--- SOURCE RECORDS Enclosed Below ---

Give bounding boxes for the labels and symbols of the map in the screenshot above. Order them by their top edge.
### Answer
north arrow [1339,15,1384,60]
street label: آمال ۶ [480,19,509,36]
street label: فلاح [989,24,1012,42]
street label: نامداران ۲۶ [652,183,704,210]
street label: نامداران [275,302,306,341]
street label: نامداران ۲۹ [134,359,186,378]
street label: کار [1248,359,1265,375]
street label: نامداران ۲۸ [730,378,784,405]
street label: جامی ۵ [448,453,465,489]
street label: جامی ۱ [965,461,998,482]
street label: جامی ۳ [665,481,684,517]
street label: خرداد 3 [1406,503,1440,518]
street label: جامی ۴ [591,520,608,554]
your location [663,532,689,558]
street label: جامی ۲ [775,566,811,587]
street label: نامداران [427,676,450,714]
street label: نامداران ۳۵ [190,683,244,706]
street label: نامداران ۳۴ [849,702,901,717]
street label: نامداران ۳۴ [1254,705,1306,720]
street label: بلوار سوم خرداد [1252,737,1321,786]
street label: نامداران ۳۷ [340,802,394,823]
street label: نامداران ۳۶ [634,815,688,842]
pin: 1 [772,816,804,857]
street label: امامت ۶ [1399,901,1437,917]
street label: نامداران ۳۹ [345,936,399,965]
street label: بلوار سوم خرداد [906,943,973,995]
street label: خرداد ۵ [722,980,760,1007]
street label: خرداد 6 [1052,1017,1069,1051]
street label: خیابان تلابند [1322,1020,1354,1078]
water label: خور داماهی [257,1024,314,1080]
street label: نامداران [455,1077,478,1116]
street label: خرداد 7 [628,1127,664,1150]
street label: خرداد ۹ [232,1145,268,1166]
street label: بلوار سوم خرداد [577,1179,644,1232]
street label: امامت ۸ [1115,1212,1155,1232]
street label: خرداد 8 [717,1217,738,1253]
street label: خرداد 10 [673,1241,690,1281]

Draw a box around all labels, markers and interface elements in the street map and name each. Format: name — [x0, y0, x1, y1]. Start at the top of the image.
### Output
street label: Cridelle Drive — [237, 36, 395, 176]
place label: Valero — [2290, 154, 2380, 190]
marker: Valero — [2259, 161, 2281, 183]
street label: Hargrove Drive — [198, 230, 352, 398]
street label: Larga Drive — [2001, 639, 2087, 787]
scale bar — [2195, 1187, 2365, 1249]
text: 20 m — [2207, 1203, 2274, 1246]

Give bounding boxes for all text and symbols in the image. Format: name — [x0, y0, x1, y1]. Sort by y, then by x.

--- End of Enclosed SOURCE RECORDS ---

Your reply should be every line of the material, transcribed exactly.

Give bounding boxes for the labels and symbols of the map in the screenshot above. Order them by their top edge.
### Answer
north arrow [1339,15,1384,60]
street label: آمال ۶ [480,19,509,36]
street label: فلاح [989,24,1012,42]
street label: نامداران ۲۶ [652,183,704,210]
street label: نامداران [275,302,306,341]
street label: نامداران ۲۹ [134,359,186,378]
street label: کار [1248,359,1265,375]
street label: نامداران ۲۸ [730,378,784,405]
street label: جامی ۵ [448,453,465,489]
street label: جامی ۱ [965,461,998,482]
street label: جامی ۳ [665,481,684,517]
street label: خرداد 3 [1406,503,1440,518]
street label: جامی ۴ [591,520,608,554]
your location [663,532,689,558]
street label: جامی ۲ [775,566,811,587]
street label: نامداران [427,676,450,714]
street label: نامداران ۳۵ [190,683,244,706]
street label: نامداران ۳۴ [849,702,901,717]
street label: نامداران ۳۴ [1254,705,1306,720]
street label: بلوار سوم خرداد [1252,737,1321,786]
street label: نامداران ۳۷ [340,802,394,823]
street label: نامداران ۳۶ [634,815,688,842]
pin: 1 [772,816,804,857]
street label: امامت ۶ [1399,901,1437,917]
street label: نامداران ۳۹ [345,936,399,965]
street label: بلوار سوم خرداد [906,943,973,995]
street label: خرداد ۵ [722,980,760,1007]
street label: خرداد 6 [1052,1017,1069,1051]
street label: خیابان تلابند [1322,1020,1354,1078]
water label: خور داماهی [257,1024,314,1080]
street label: نامداران [455,1077,478,1116]
street label: خرداد 7 [628,1127,664,1150]
street label: خرداد ۹ [232,1145,268,1166]
street label: بلوار سوم خرداد [577,1179,644,1232]
street label: امامت ۸ [1115,1212,1155,1232]
street label: خرداد 8 [717,1217,738,1253]
street label: خرداد 10 [673,1241,690,1281]

Draw a box around all labels, markers and interface elements in the street map and name each. Format: name — [x0, y0, x1, y1]. Start at the top of the image.
### Output
street label: Cridelle Drive — [237, 36, 395, 176]
place label: Valero — [2290, 154, 2380, 190]
marker: Valero — [2259, 161, 2281, 183]
street label: Hargrove Drive — [198, 230, 352, 398]
street label: Larga Drive — [2001, 639, 2087, 787]
scale bar — [2195, 1187, 2365, 1249]
text: 20 m — [2207, 1203, 2274, 1246]

Give bounding boxes for all text and symbols in the image. Format: name — [x0, y0, x1, y1]. Sort by y, then by x.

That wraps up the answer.